Training with PPO
Train policies on SO101-Nexus environments using the included CleanRL-based PPO script.
SO101-Nexus includes a PPO training script at examples/ppo.py. It is a CleanRL-based implementation with an MLP actor-critic that serves as a baseline for RL training.
Quick start
uv run --extra train python examples/ppo.py \
--env-id MuJoCoPickLift-v1 \
--total-timesteps 200000CLI arguments
| Argument | Type | Default | Description |
|---|---|---|---|
--env-id | str | required | Gymnasium environment ID |
--total-timesteps | int | 10000000 | Total training timesteps |
--num-envs | int | 8 | Number of parallel environments |
--num-steps | int | 128 | Rollout length per environment per update |
--learning-rate | float | 2.5e-4 | Optimizer learning rate |
--seed | int | -- | Random seed for reproducibility |
--track | flag | off | Enable Weights and Biases logging |
--capture-video | flag | off | Record evaluation videos |
Vectorized environments
The --num-envs flag controls how many environments run in parallel. More environments increase throughput but require more memory.

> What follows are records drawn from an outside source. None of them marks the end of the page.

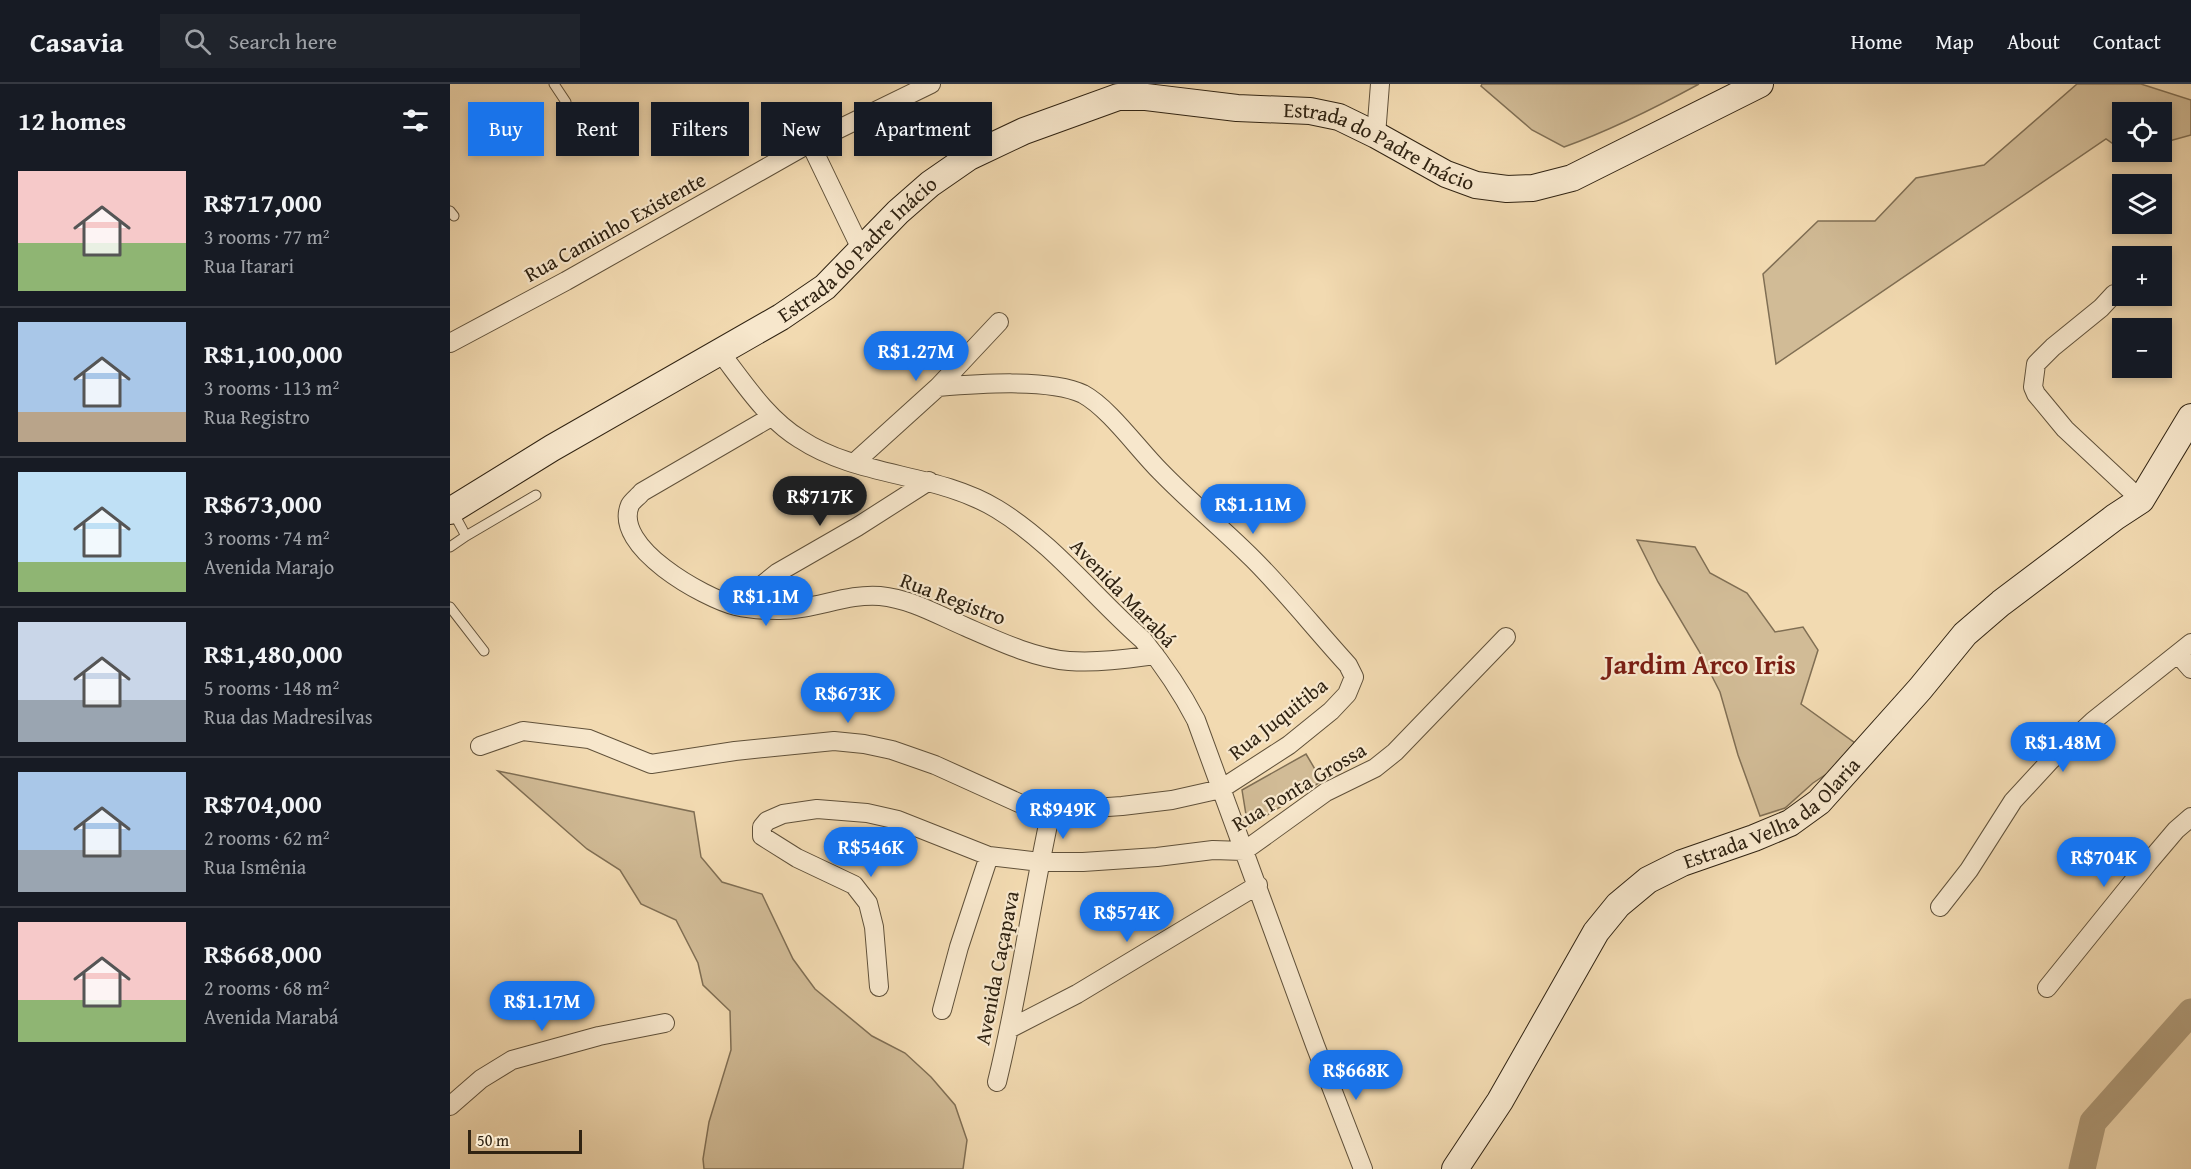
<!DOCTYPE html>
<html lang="en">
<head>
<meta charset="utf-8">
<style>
	body { margin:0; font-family:"Gentium Book Plus",serif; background:#20242c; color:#f1f3f6; height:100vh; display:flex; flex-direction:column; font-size:22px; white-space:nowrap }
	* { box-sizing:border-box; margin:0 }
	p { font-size:20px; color:#9ea1a6 }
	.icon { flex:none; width:33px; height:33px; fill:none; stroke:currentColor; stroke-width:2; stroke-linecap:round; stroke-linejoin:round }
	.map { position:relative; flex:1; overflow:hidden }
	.drawer { display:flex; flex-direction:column; background:#171b24; width:450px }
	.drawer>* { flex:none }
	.banner { position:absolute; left:18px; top:18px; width:570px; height:54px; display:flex; gap:12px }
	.buttons { position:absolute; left:1662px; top:18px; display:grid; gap:12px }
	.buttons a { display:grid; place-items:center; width:60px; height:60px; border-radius:0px; background:#171b24; box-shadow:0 3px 9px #0003; font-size:30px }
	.scale { position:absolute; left:18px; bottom:15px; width:114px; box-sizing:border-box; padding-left:6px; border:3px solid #302312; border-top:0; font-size:16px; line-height:21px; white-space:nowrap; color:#302312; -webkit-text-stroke:4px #f7e7cc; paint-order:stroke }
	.price { position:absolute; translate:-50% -51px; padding:0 14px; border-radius:21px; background:#1a73e8; color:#fff; font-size:20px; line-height:39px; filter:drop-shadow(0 2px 3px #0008) }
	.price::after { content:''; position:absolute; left:50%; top:36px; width:18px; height:14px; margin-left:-9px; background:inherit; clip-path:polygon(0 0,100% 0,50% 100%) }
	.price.active { background:#222; color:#fff }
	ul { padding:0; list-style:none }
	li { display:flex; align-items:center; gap:18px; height:150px; padding:0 18px }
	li+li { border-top:2px solid #363941 }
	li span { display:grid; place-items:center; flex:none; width:168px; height:120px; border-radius:0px; color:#555 }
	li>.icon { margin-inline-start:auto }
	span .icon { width:72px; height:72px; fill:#fffc; stroke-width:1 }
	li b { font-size:26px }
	h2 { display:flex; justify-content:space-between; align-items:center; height:72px; padding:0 18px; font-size:26px }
	.chip { padding:0 21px; border-radius:0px; background:#171b24; box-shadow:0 3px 9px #0003; font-size:21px; line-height:54px }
	.chip.active { background:#1a73e8; color:#fff }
	header { display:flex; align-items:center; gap:36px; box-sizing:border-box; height:84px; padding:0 30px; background:#171b24; border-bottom:2px solid #363941 }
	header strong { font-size:28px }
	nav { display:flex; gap:33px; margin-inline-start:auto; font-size:21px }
	.search { width:420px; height:54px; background:#20242c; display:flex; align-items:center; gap:15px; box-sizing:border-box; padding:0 21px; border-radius:0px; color:#9ea1a6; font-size:22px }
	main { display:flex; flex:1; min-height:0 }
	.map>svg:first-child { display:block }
</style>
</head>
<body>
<header>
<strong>Casavia</strong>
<div class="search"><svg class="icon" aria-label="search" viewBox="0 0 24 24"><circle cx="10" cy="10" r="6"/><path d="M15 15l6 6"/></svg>Search here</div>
<nav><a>Home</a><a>Map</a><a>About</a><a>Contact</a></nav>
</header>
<main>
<section class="drawer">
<h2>12 homes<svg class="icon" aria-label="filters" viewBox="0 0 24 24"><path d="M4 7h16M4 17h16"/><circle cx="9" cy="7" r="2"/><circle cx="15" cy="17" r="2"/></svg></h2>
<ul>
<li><span style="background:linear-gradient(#f6c9c9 60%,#8fb573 0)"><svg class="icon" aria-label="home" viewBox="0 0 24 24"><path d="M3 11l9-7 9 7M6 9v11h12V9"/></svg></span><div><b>R$717,000</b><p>3 rooms · 77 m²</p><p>Rua Itarari</p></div></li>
<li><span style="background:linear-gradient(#a9c7e8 75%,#b9a48a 0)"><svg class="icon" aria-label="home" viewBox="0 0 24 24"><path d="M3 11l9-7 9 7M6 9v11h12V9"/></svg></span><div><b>R$1,100,000</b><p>3 rooms · 113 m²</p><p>Rua Registro</p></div></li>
<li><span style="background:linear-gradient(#bfe0f5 75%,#8fb573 0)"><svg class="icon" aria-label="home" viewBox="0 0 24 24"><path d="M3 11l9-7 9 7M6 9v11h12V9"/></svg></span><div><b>R$673,000</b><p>3 rooms · 74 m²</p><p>Avenida Marajo</p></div></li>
<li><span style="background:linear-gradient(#c9d6e8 65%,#9aa5b1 0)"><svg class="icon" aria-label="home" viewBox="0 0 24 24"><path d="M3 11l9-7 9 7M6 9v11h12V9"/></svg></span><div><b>R$1,480,000</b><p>5 rooms · 148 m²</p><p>Rua das Madresilvas</p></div></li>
<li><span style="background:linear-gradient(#a9c7e8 65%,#9aa5b1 0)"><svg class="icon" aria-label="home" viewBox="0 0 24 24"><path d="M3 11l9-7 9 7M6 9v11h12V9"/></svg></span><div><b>R$704,000</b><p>2 rooms · 62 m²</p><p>Rua Ismênia</p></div></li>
<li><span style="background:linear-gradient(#f6c9c9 65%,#8fb573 0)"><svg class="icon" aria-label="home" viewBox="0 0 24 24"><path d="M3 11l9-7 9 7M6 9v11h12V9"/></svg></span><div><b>R$668,000</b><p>2 rooms · 68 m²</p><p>Avenida Marabá</p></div></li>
</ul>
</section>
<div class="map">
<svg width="1741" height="1085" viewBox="0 0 1741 1085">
	<rect width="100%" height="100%" fill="#f2dab1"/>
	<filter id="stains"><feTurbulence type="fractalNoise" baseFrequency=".00333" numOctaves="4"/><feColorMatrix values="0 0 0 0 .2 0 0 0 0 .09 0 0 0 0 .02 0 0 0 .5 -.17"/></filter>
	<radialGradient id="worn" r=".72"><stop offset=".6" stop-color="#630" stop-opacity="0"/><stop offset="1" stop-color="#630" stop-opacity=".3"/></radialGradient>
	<path fill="#d1bb96" stroke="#806f54" stroke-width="1.5" d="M1032,0h217c-44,24 -88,46 -135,63l-32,-17 -51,-44z
		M1627,0h64l50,16v35l-29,8v-31h-40v38l-16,-11 -330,225 -13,-90 55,-53h57l41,-43 68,-13z
		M1187,456l58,7 15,26 37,20 28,39 28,-5 15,23 -17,54 54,39 -18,24 -24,16 -28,25 -25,8 -22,-61 -18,-63 -21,-41 -41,-69z
		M856,670l16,27 -74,46 -6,-37z
		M48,687l196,41 7,45 21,25 40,12 31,65 22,30 57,47 33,17 26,24 24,28 12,35 -4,29h-259l-1,-10 6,-37 22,-72 -1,-39 -27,-26 -5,-22 -22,-43 -35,-16 -21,-34 -33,-21z"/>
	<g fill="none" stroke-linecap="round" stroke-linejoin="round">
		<path stroke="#b09c7b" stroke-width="27" d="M1632,1085l11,-47 98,-110"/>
		<defs>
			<path id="lane" d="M104,0l12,18
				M0,127l4,5
				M16,452l70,-41
				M0,463l16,-11 -13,-24
				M0,523l34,44"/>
			<path id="street" d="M926,51l4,-51
				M360,59l52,108
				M1664,210l-13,14 -48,39 -17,17 -3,23 3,7 29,35 76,71
				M0,259l116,-62 244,-138 121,-59
				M270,268c24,31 46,66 80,87 59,39 136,33 197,70 56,34 97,88 146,131 21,26 38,51 53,80l119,325 48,124
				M321,333l-129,75c-3,4 -10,9 -12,13 -18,42 74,93 106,101 13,3 28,4 41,4 35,1 70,-17 103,-14 31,3 58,19 86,31 32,14 68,31 103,34 29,2 57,-2 86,-6
				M404,379l84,-76 61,-65
				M286,522l41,-33 80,-46 72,-46
				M1728,570l13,15
				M30,662l43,-15 66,8 62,25 84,-13 99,-10 30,3 28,6 43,15 95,43 21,3 71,-5 50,-6 49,-11 68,-44 42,-34 16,-17 7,-17 -6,-12c-32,-35 -62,-73 -95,-106 -30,-30 -63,-57 -93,-88 -22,-22 -51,-63 -77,-77 -33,-16 -108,-10 -145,-7
				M1490,823l29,-37 44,-69 37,-40 43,-40 98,-78
				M429,903l-5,-60 -6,-24 -14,-18 -57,-27 -35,-22v-9l5,-6 16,-7 34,-5 50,4 31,7 91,36 51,6h43l74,-5 56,-7 31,1 82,-59 49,-24 20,-16 111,-115
				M1597,904l101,-125 28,-33 15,-13
				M492,926l17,-63 30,-91
				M561,944l66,-34 181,-109
				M547,998c22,-89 34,-181 54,-271
				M0,1022l31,-27 31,-19 87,-24 66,-13"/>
			<g id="secondary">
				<path id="s1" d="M0,427l102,-63 229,-131 44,-30 73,-75 32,-28 39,-27 55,-26 94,-34h28l91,11 73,3 29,6 37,18 70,39 30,11 31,4 26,-1 39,-10 188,-94"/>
				<path id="s2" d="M1005,1085l45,-68 96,-169 22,-27 30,-25 34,-17 72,-25 36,-15 29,-21 101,-113 45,-55 36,-31 114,-86 26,-17 50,-83"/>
			</g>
		</defs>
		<use href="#lane" stroke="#60513a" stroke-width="11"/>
		<use href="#street" stroke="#60513a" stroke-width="20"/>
		<use href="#secondary" stroke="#302312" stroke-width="28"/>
		<use href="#lane" stroke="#f7e7cc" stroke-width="9"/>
		<use href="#street" stroke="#f7e7cc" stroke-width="18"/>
		<use href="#secondary" stroke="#f7e7cc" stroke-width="26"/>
	</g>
	<g text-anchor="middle" stroke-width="4.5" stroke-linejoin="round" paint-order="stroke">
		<g font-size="21" fill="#302312" stroke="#f7e7cc">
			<text dy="7" stroke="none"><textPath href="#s1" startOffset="1062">Estrada do Padre Inácio</textPath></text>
			<text transform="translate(165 143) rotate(-29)" y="7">Rua Caminho Existente</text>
			<text dy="7" stroke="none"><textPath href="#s1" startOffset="486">Estrada do Padre Inácio</textPath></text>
			<text transform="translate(673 509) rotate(46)" y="7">Avenida Marabá</text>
			<text transform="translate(503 515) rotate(21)" y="7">Rua Registro</text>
			<text transform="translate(828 635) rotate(-38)" y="7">Rua Juquitiba</text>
			<text transform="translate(849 703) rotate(-31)" y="7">Rua Ponta Grossa</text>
			<text dy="7" stroke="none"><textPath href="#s2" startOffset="492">Estrada Velha da Olaria</textPath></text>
			<text transform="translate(547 884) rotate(-79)" y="7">Avenida Caçapava</text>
		</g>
		<g font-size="27" font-weight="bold" fill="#7a1f14" stroke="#f7e7cc">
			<text x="1250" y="590">Jardim Arco Iris</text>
		</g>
	</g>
	<rect width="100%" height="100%" filter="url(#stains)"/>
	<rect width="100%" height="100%" fill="url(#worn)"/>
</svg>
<div class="buttons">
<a><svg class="icon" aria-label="locate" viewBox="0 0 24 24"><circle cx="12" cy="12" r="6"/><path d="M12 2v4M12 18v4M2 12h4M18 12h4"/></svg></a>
<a><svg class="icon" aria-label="layers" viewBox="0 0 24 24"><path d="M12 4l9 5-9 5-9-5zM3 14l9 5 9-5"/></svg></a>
<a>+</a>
<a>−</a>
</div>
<div class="scale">50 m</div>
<b class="price" style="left:466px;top:298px">R$1.27M</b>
<b class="price active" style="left:370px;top:443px">R$717K</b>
<b class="price" style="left:803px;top:451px">R$1.11M</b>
<b class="price" style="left:316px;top:543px">R$1.1M</b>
<b class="price" style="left:398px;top:640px">R$673K</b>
<b class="price" style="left:1613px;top:689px">R$1.48M</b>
<b class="price" style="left:613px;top:756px">R$949K</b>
<b class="price" style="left:421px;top:794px">R$546K</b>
<b class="price" style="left:1654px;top:804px">R$704K</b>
<b class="price" style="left:677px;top:859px">R$574K</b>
<b class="price" style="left:92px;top:948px">R$1.17M</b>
<b class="price" style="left:906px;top:1017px">R$668K</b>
<div class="banner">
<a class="chip active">Buy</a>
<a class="chip">Rent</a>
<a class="chip">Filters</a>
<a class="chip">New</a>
<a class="chip">Apartment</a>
</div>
</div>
</main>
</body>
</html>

Environments are vectorized using Gymnasium's built-in SyncVectorEnv.
A reasonable starting point for local training:
uv run --extra train python examples/ppo.py \
--env-id MuJoCoPickLift-v1 \
--num-envs 4 \
--num-steps 128 \
--total-timesteps 500000Tracking with Weights and Biases
Pass --track to log training metrics to W&B:
uv run --extra train python examples/ppo.py \
--env-id MuJoCoPickLift-v1 \
--total-timesteps 1000000 \
--trackRecording videos
Pass --capture-video to save periodic evaluation rollouts:
uv run --extra train python examples/ppo.py \
--env-id MuJoCoPickLift-v1 \
--total-timesteps 500000 \
--capture-videoGPU-parallel training with Warp
For large-scale RL, the Warp backend runs thousands of environments in parallel on the GPU. Install the warp extra and use examples/ppo_warp.py, which trains directly on the batched Warp*-v1 vector environments:
uv run --extra warp python examples/ppo_warp.py \
--env-id WarpTouch-v1 \
--num-envs 4096 \
--device cudaNotes
This script is a training baseline, not a tuned solution. For production use, you will likely need to adjust hyperparameters, reward weights (see Customizing Environments), and the network architecture. The MLP actor-critic is intentionally simple to make the code easy to read and modify.